Kevin Dayton is the President & CEO of Labor Issues Solutions, LLC, and is the author of frequent postings about generally unreported California state and local policy issues at www.laborissuessolutions.com. Follow him on Twitter at @DaytonPubPolicy.

 

Did Unions Hasten Demise of California’s Solar Thermal Power Plants?

Below is the first organized compilation of documents showing what appears to be an aggressive, deliberate union campaign to impede government approval of solar thermal power projects in California. (Organized documentation of extensive union interference with government approval of more traditional solar photovoltaic power projects in California will be released soon.)

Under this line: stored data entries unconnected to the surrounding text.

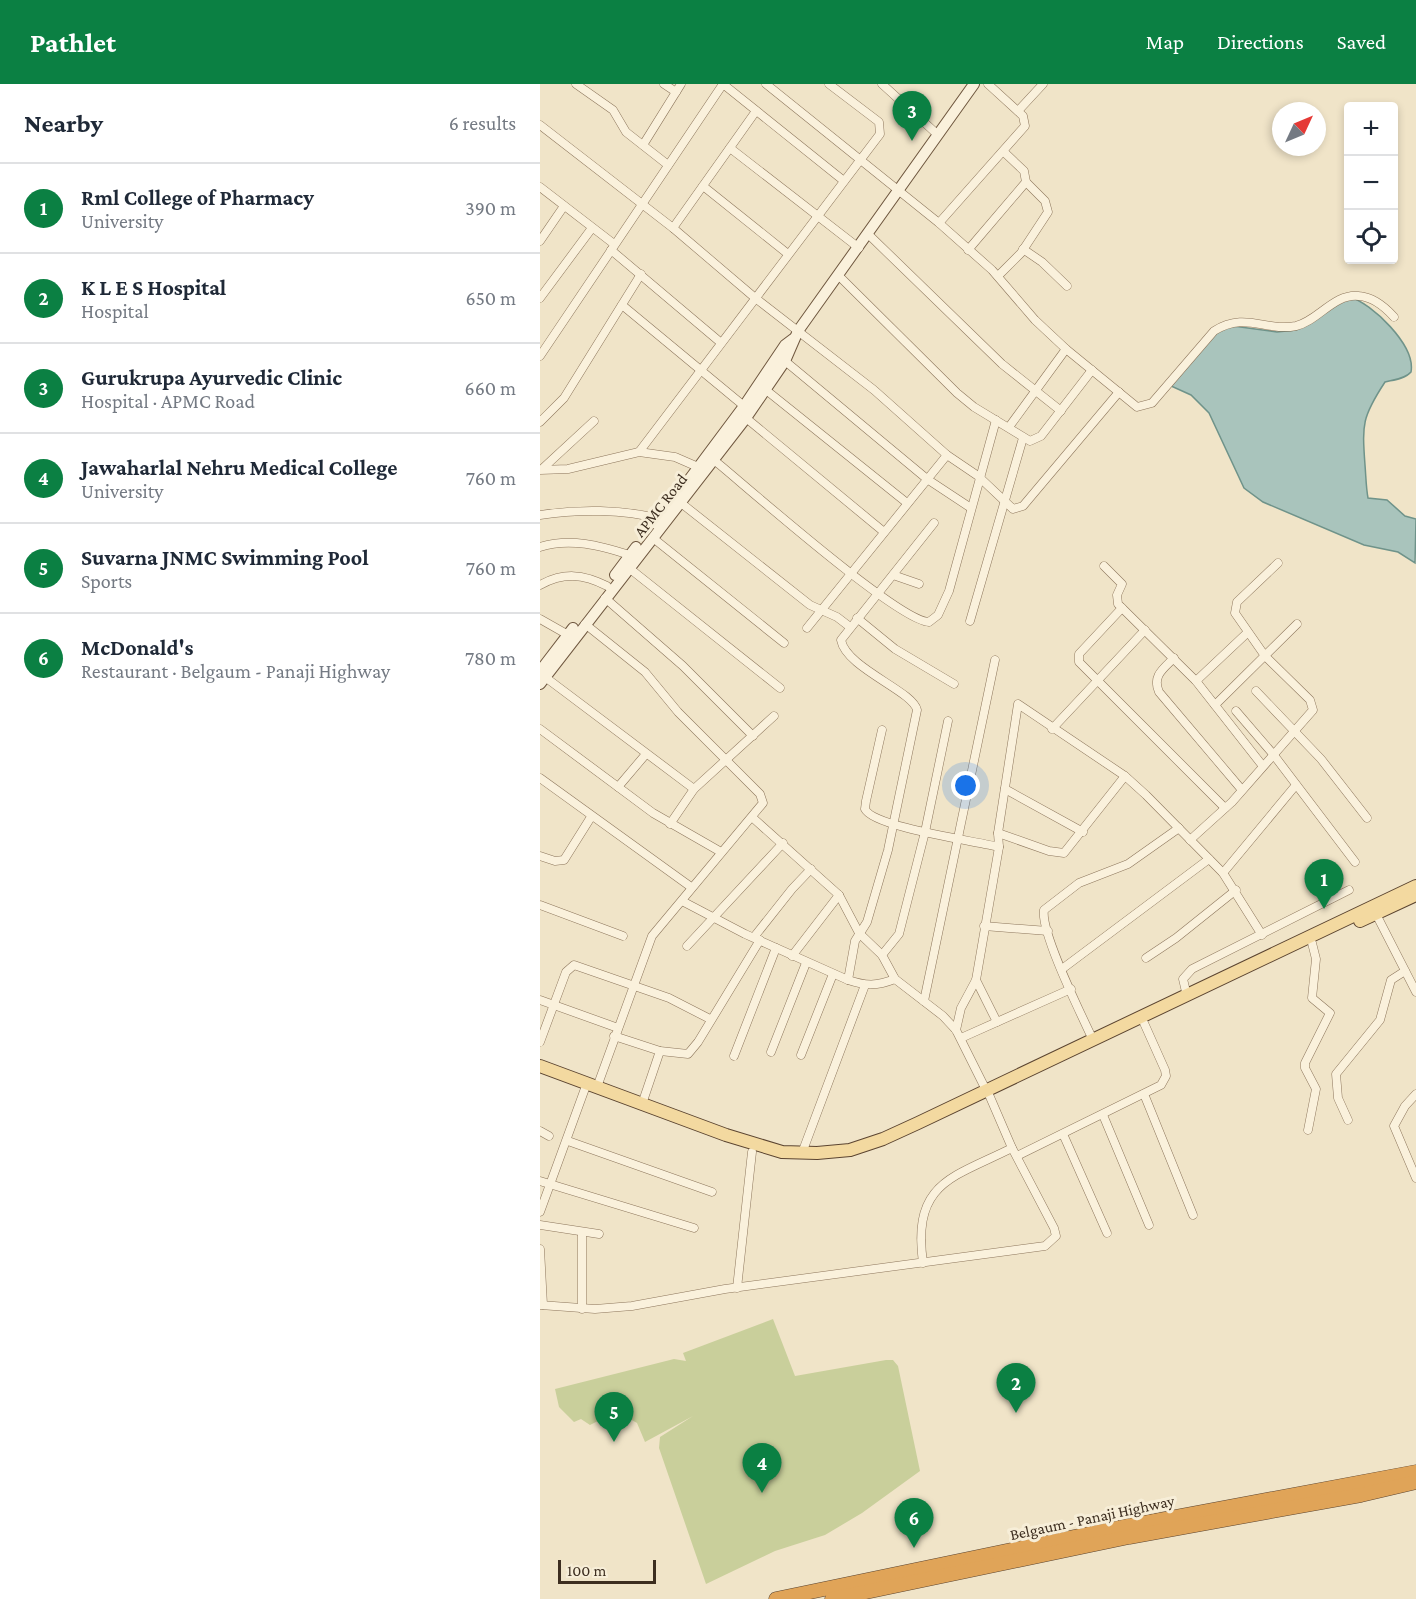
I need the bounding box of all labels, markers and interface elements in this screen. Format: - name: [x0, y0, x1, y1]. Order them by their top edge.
- text: Pathlet: [30, 27, 116, 58]
- text: Map: [1146, 30, 1184, 54]
- text: Directions: [1217, 30, 1304, 54]
- text: Saved: [1337, 30, 1386, 54]
- pin: 3: [892, 92, 932, 141]
- north arrow: [1272, 102, 1326, 156]
- map controls: [1344, 102, 1398, 264]
- button: +: [1344, 102, 1398, 156]
- text: Nearby: [24, 109, 103, 138]
- text: 6 results: [449, 112, 516, 134]
- button: −: [1344, 156, 1398, 210]
- text: Rml College of Pharmacy: [81, 185, 314, 210]
- text: 1: [40, 197, 47, 219]
- text: 390 m: [465, 197, 516, 219]
- text: University: [81, 210, 164, 232]
- button: locate: [1344, 210, 1398, 264]
- text: K L E S Hospital: [81, 275, 226, 300]
- text: 2: [38, 287, 49, 309]
- text: 650 m: [466, 287, 516, 309]
- text: Hospital: [81, 300, 149, 322]
- text: Gurukrupa Ayurvedic Clinic: [81, 365, 342, 390]
- text: 3: [39, 377, 48, 399]
- text: 660 m: [465, 377, 516, 399]
- text: Hospital · APMC Road: [81, 390, 255, 412]
- text: Jawaharlal Nehru Medical College: [81, 455, 397, 480]
- text: 4: [38, 467, 49, 489]
- text: 760 m: [466, 467, 516, 489]
- street label: APMC Road: [631, 470, 691, 540]
- text: University: [81, 480, 164, 502]
- text: Suvarna JNMC Swimming Pool: [81, 545, 369, 570]
- text: 5: [39, 557, 48, 579]
- text: 760 m: [466, 557, 516, 579]
- text: Sports: [81, 570, 132, 592]
- text: McDonald's: [81, 635, 194, 660]
- text: 6: [38, 647, 49, 669]
- text: 780 m: [465, 647, 516, 669]
- text: Restaurant · Belgaum - Panaji Highway: [81, 660, 390, 682]
- your location: [951, 771, 980, 800]
- pin: 1: [1304, 860, 1344, 909]
- pin: 2: [996, 1364, 1036, 1413]
- pin: 5: [594, 1392, 634, 1442]
- pin: 4: [742, 1444, 782, 1493]
- street label: Belgaum - Panaji Highway: [1008, 1492, 1177, 1544]
- pin: 6: [894, 1498, 934, 1548]
- scale bar: [558, 1557, 656, 1584]
- text: 100 m: [567, 1562, 606, 1579]

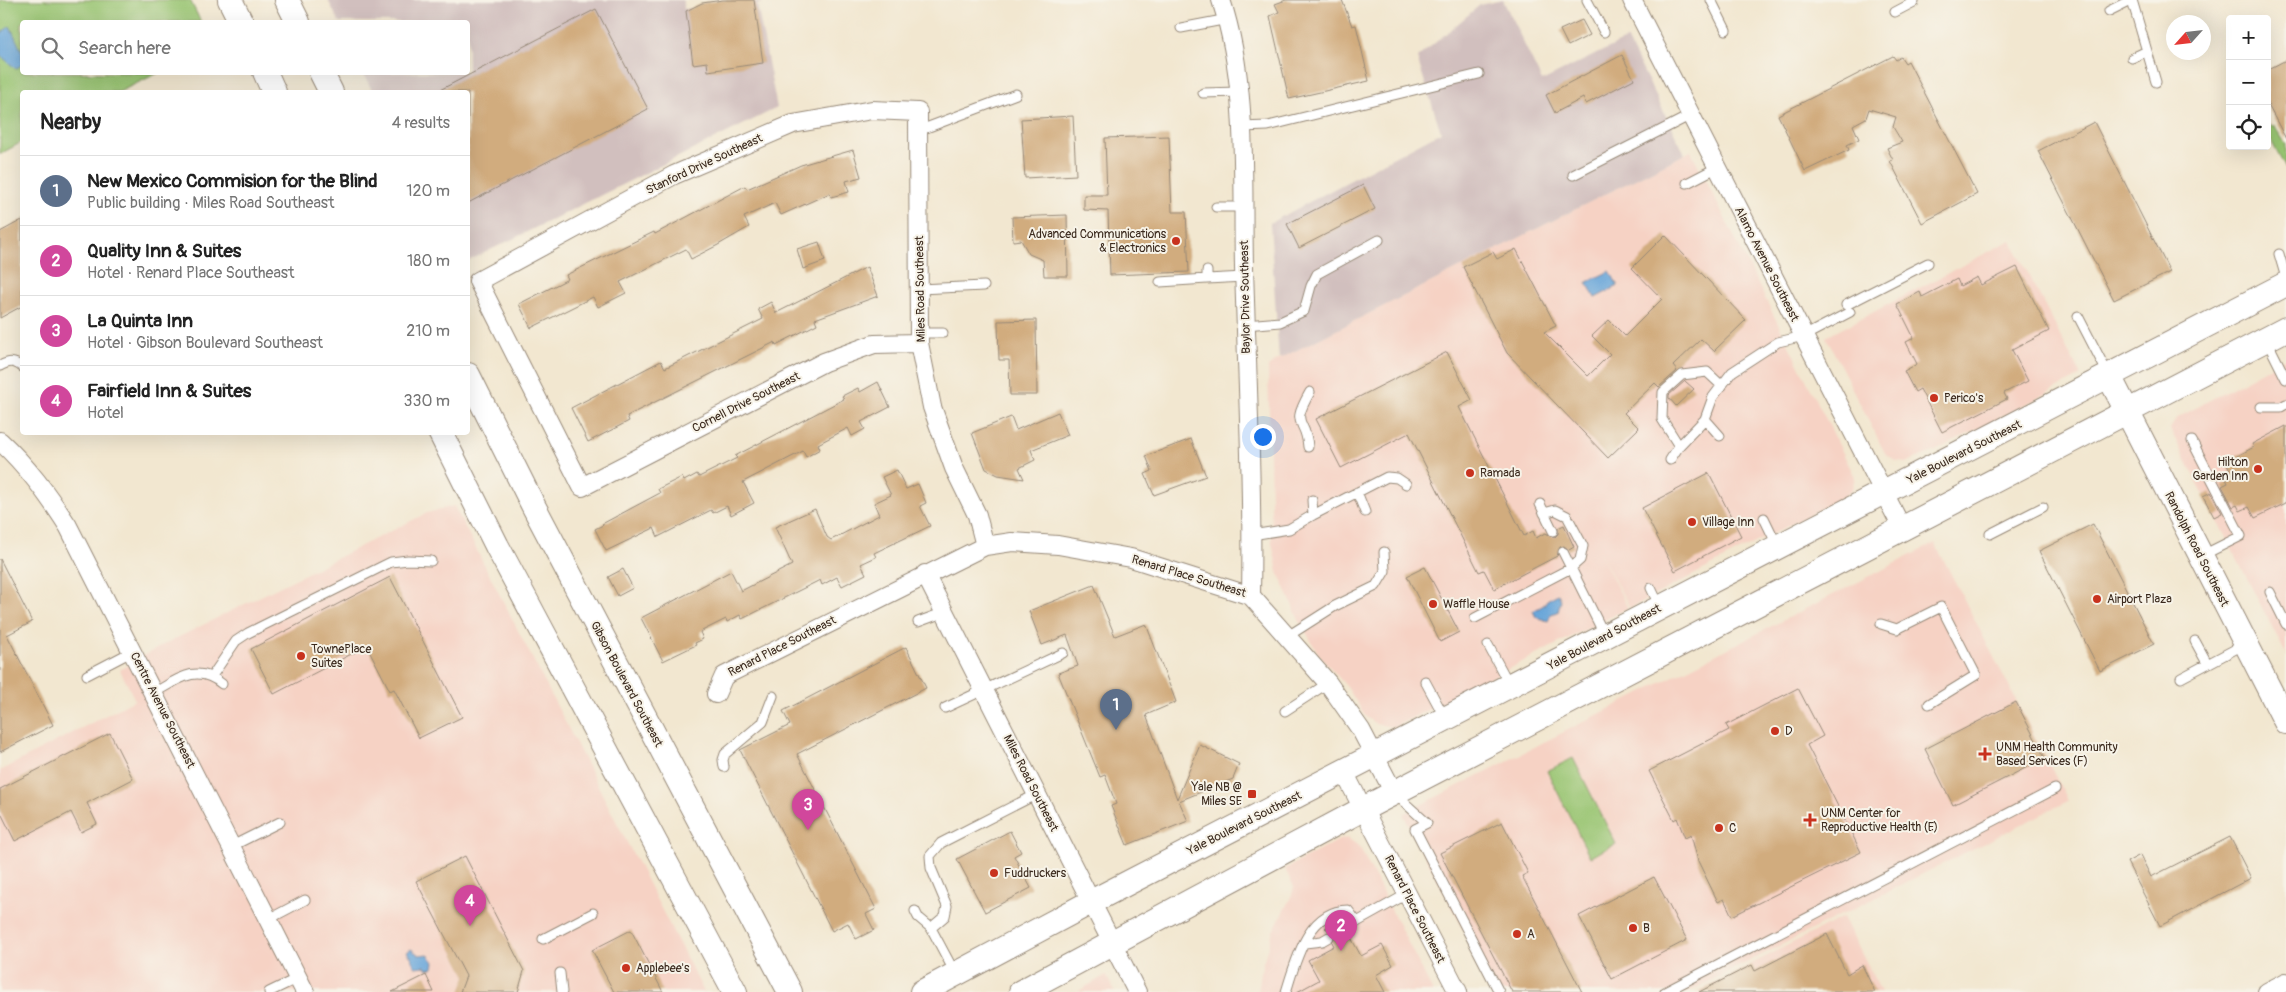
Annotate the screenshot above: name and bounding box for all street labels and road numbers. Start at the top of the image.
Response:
street label: Stanford Drive Southeast [644,131,765,198]
street label: Alamo Avenue Southeast [1731,204,1802,324]
street label: Miles Road Southeast [912,235,929,342]
street label: Baylor Drive Southeast [1237,240,1254,354]
street label: Cornell Drive Southeast [690,369,803,436]
street label: Yale Boulevard Southeast [1904,417,2024,488]
street label: Randolph Road Southeast [2161,489,2232,609]
street label: Renard Place Southeast [1130,552,1248,601]
street label: Yale Boulevard Southeast [1544,601,1664,674]
street label: Renard Place Southeast [726,613,839,680]
street label: Gibson Boulevard Southeast [587,619,666,750]
street label: Centre Avenue Southeast [127,650,198,771]
street label: Miles Road Southeast [1000,732,1062,834]
street label: Yale Boulevard Southeast [1184,788,1304,859]
street label: Renard Place Southeast [1381,853,1448,966]

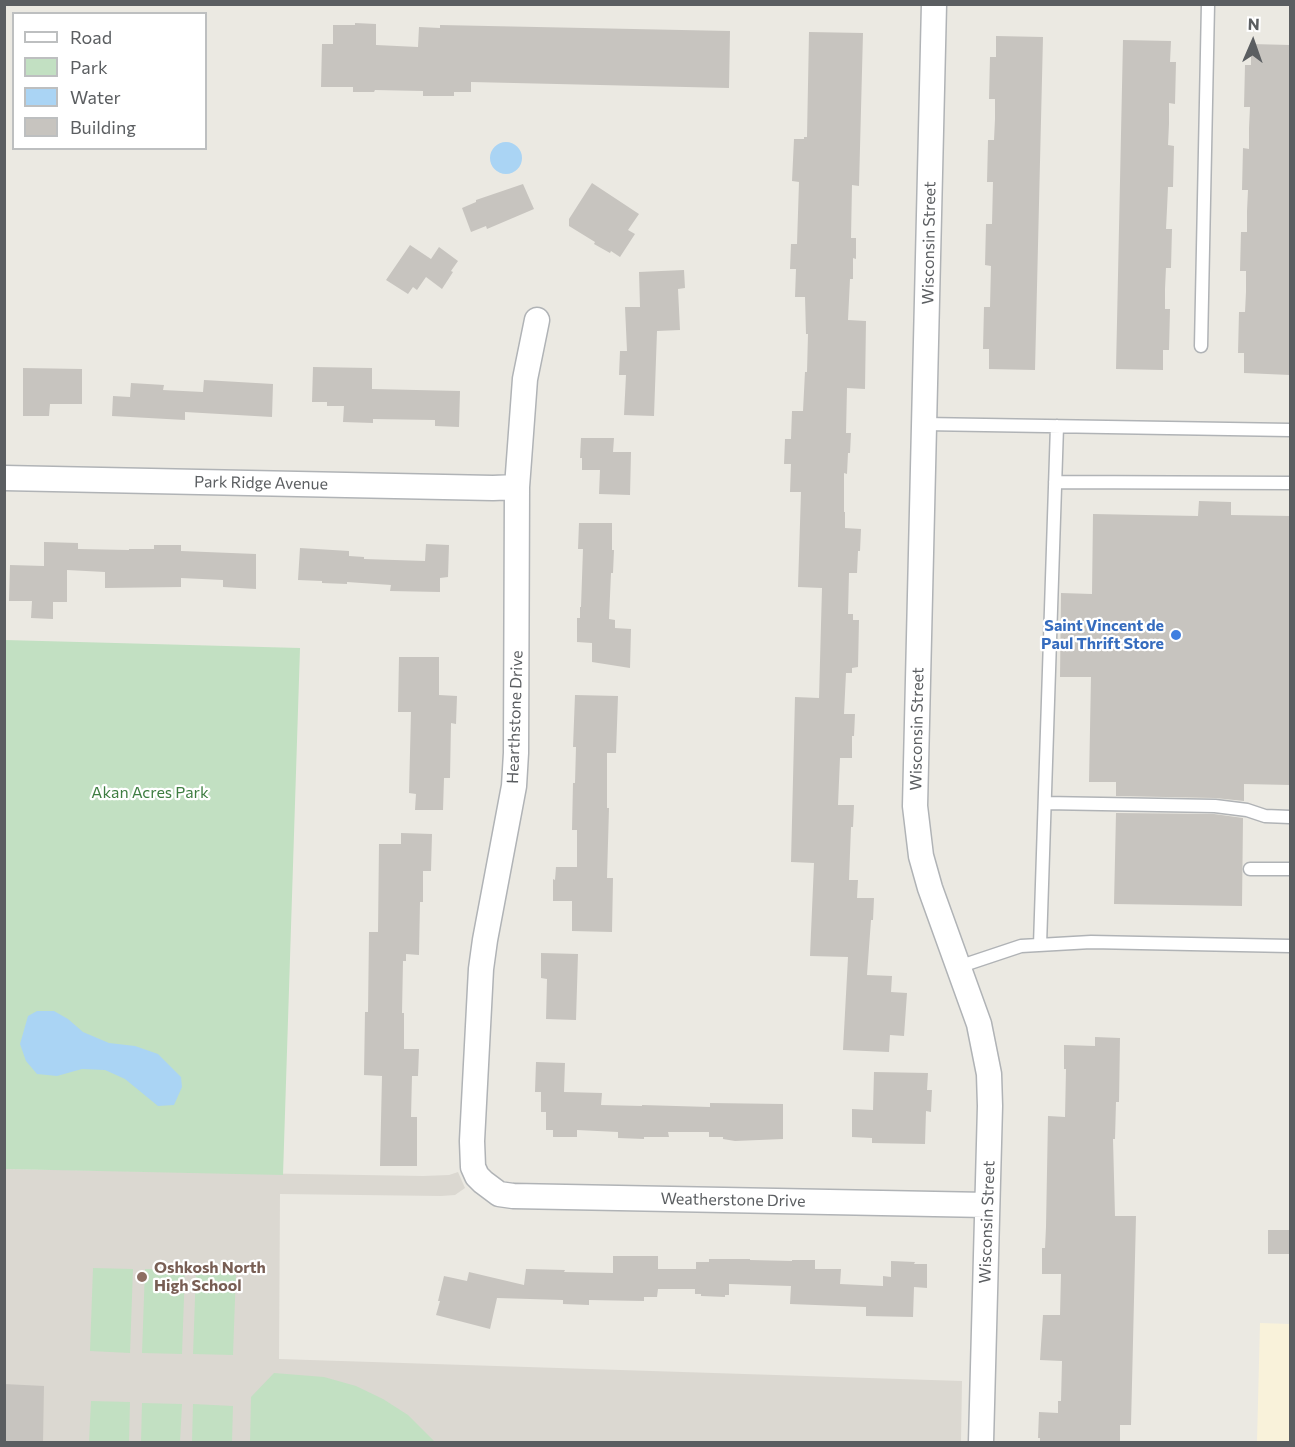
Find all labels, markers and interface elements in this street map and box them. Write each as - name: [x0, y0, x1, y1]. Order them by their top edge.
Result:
- legend: [12, 12, 207, 150]
- north arrow: [1223, 12, 1283, 72]
- text: N: [1247, 14, 1260, 33]
- text: Road: [70, 26, 112, 48]
- text: Park: [70, 56, 108, 78]
- text: Water: [70, 86, 121, 108]
- text: Building: [70, 116, 136, 138]
- street label: Wisconsin Street: [918, 181, 940, 305]
- street label: Park Ridge Avenue: [194, 472, 328, 494]
- place label: Saint Vincent de Paul Thrift Store: [1041, 616, 1164, 654]
- marker: Saint Vincent de Paul Thrift Store: [1169, 628, 1183, 642]
- street label: Hearthstone Drive: [503, 650, 527, 784]
- street label: Wisconsin Street: [906, 667, 928, 791]
- park label: Akan Acres Park: [91, 783, 209, 803]
- street label: Wisconsin Street: [975, 1160, 999, 1284]
- street label: Weatherstone Drive: [660, 1189, 806, 1211]
- place label: Oshkosh North High School: [154, 1258, 266, 1296]
- marker: Oshkosh North High School: [135, 1270, 149, 1284]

These innovative proposed solar thermal projects were once celebrated as the future of electricity generation. In August 2007, BrightSource Energy submitted the first application for a solar thermal power plant – the Ivanpah Solar Electric Generating System. At that time, the California Energy Commission was expecting dozens of applications for such power plants that could produce a total of as much as 24,000 megawatts of electricity. Visionaries saw California as the future “Saudi Arabia of solar.” (See Green Energy: Solar’s Big Boom – San Jose Mercury-News – September 26, 2007.) The Energy Commission subsequently received applications for 16 thermal solar power plants, listed below.

As of July 16, 2013, only one solar thermal project (Ivanpah) is nearing completion in its basic original form. Some projects have been cancelled; other projects have been postponed repeatedly, downgraded in size, or changed in concept from thermal to photovoltaic. Some companies proposing these projects have gone bankrupt and ownership has changed on some projects. An April 24, 2013 article in National Journal declared that California’s Dream to Be the Saudi Arabia of Solar Is Dead. It’s noteworthy that the California Energy Commission listing of “Large Solar Energy Projects” hasn’t been updated since September 14, 2012.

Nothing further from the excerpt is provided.